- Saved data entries
***

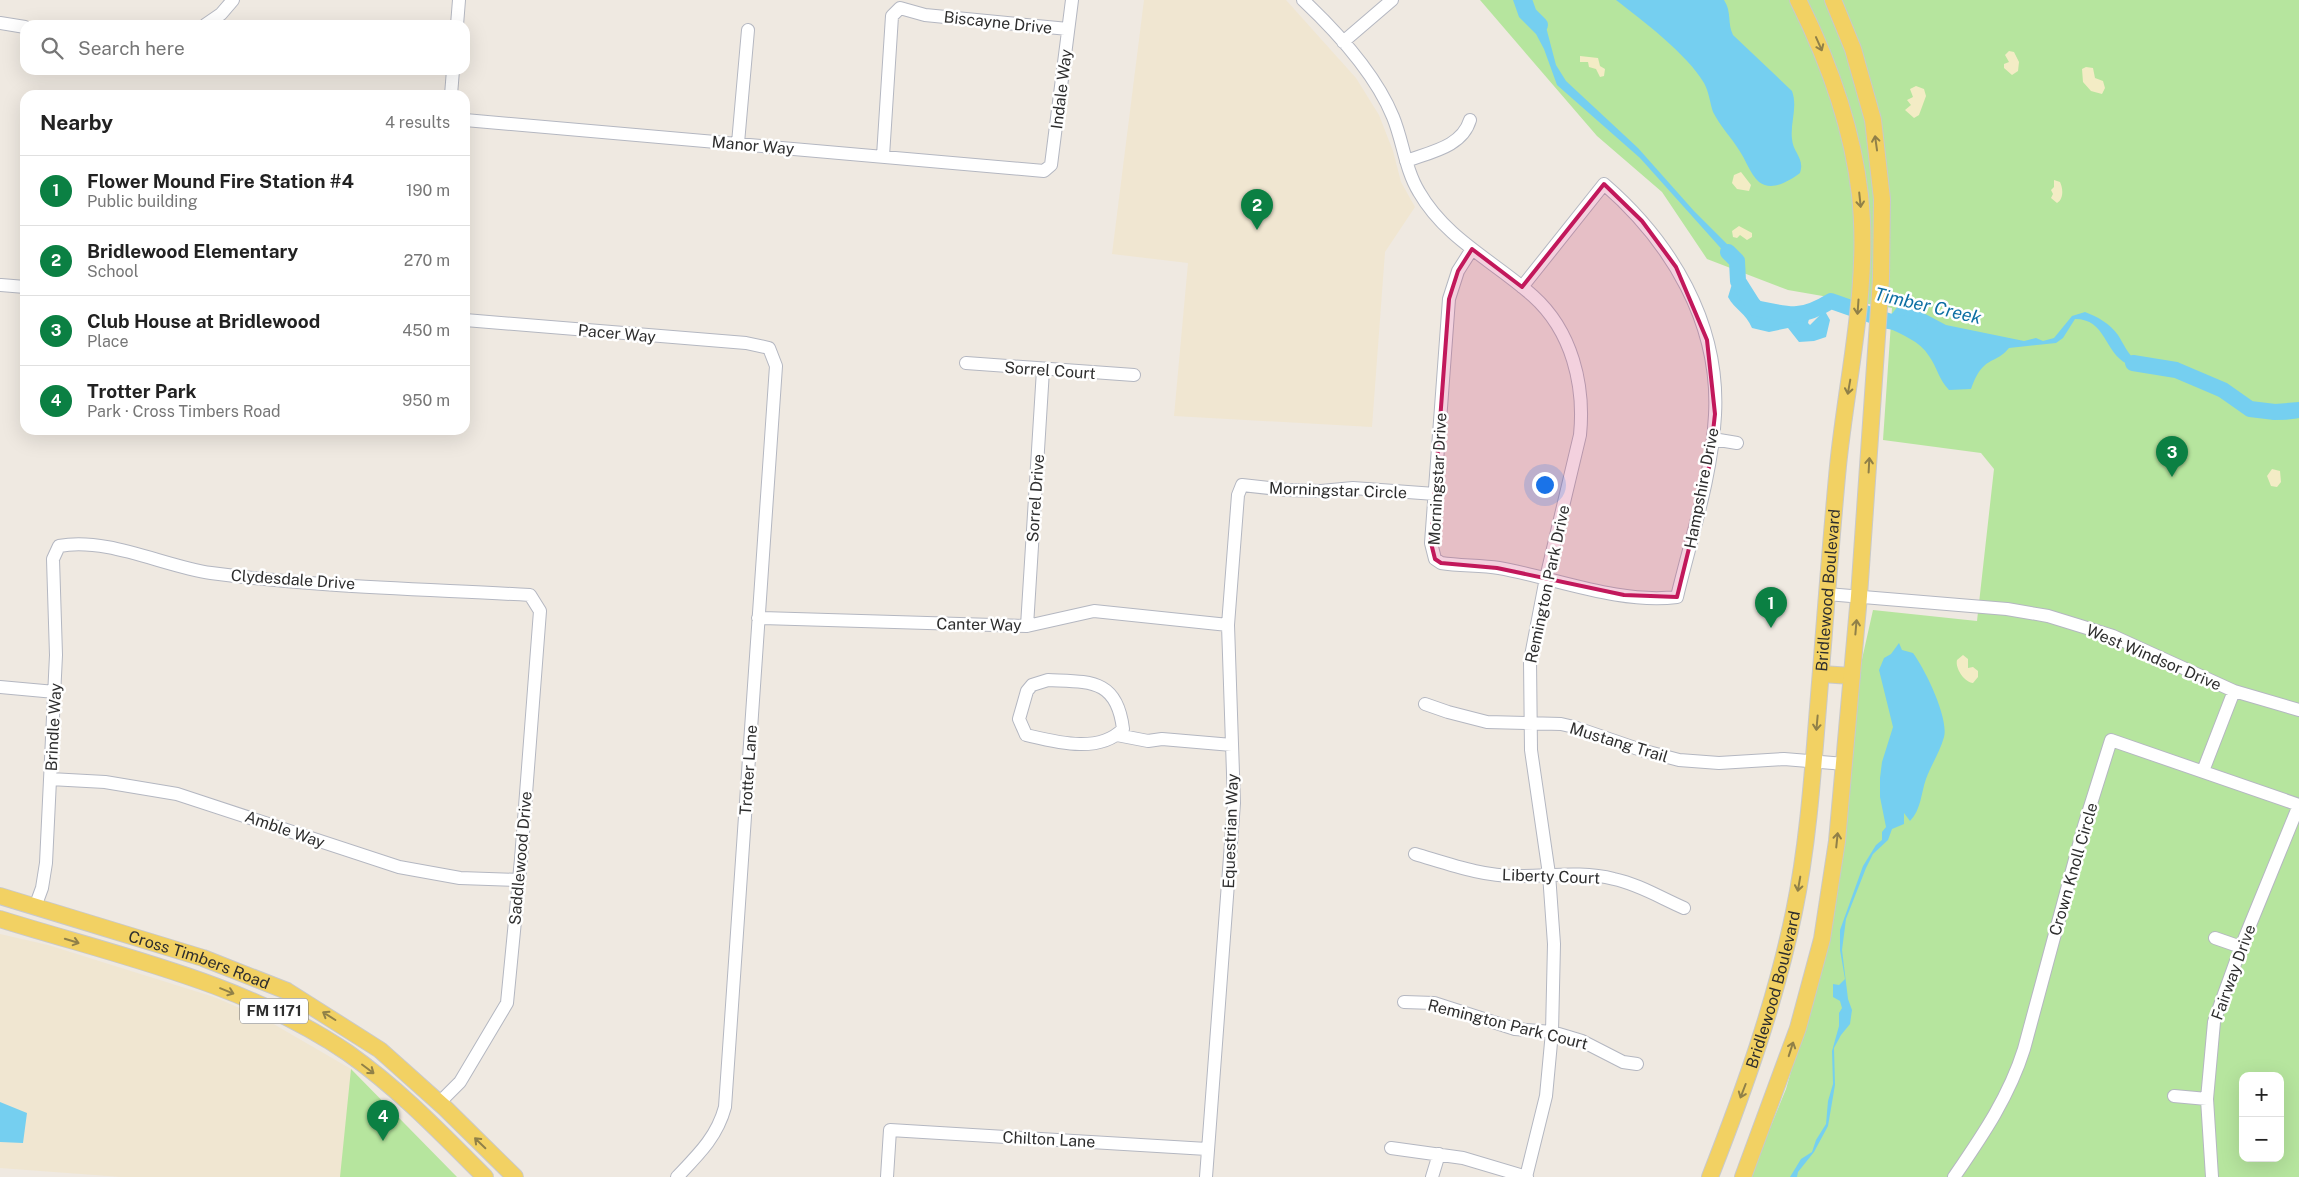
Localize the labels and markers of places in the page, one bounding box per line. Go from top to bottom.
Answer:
pin: 2 [1241,189,1273,230]
pin: 3 [2156,436,2188,477]
pin: 1 [1755,587,1787,628]
pin: 4 [367,1100,399,1141]

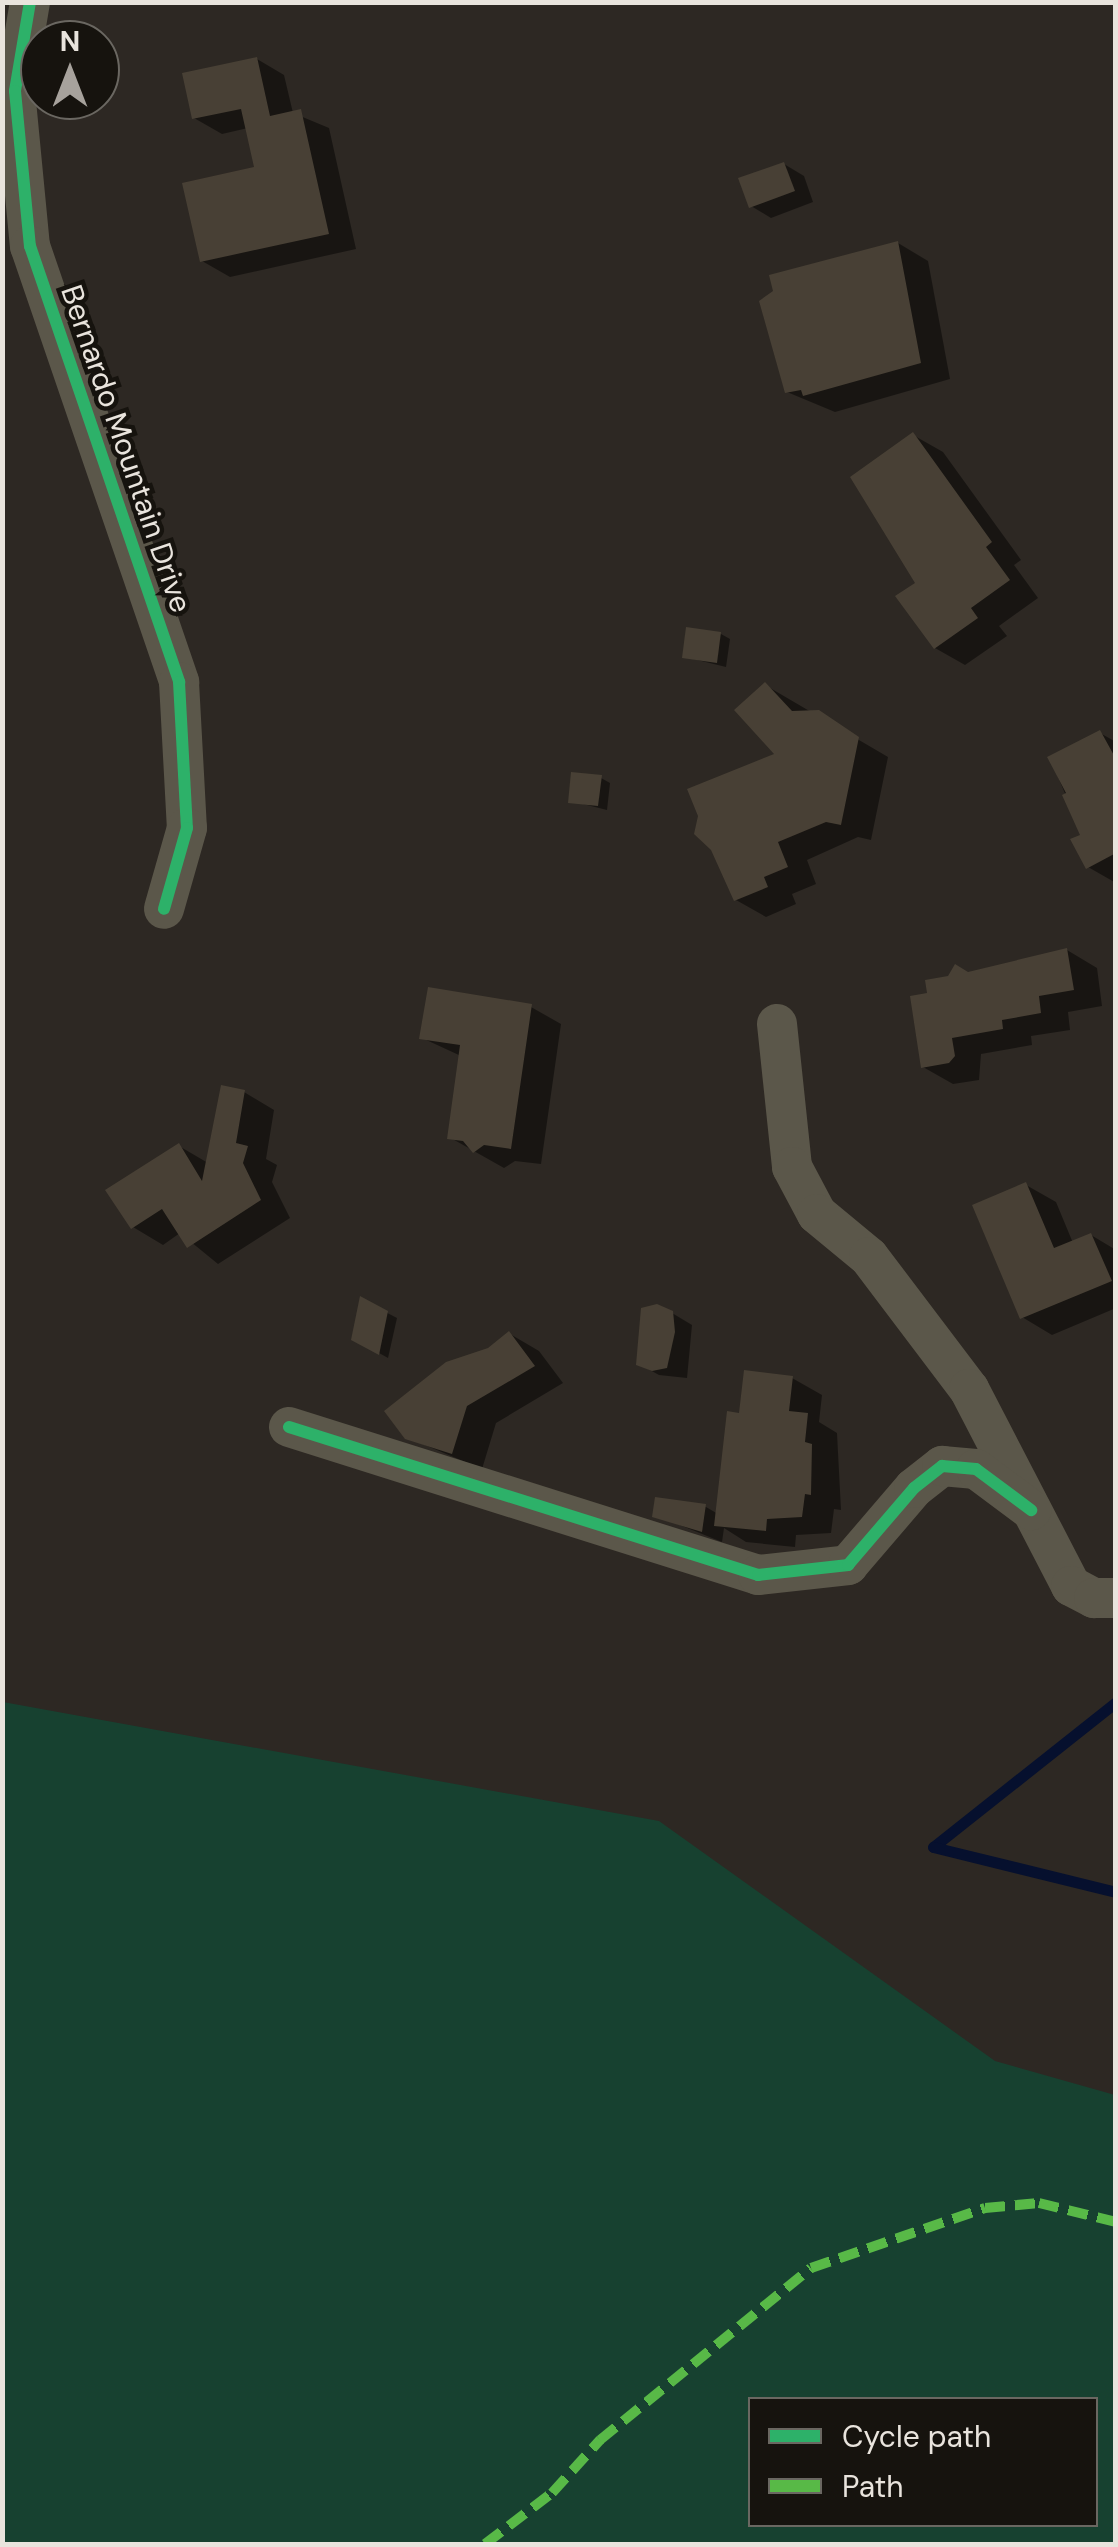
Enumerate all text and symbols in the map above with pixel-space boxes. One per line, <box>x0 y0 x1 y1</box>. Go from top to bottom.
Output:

***

- What you will do
Give all entries again verbatim, without any images.

- Task answer
Localize the labels and markers of places in the page, one bounding box per line. Go from top to bottom.
Answer:
pin: 2 [1241,189,1273,230]
pin: 3 [2156,436,2188,477]
pin: 1 [1755,587,1787,628]
pin: 4 [367,1100,399,1141]

Enumerate all text and symbols in the map above with pixel-space boxes. One per line, <box>x0 y0 x1 y1</box>. Go from top to bottom.
Output:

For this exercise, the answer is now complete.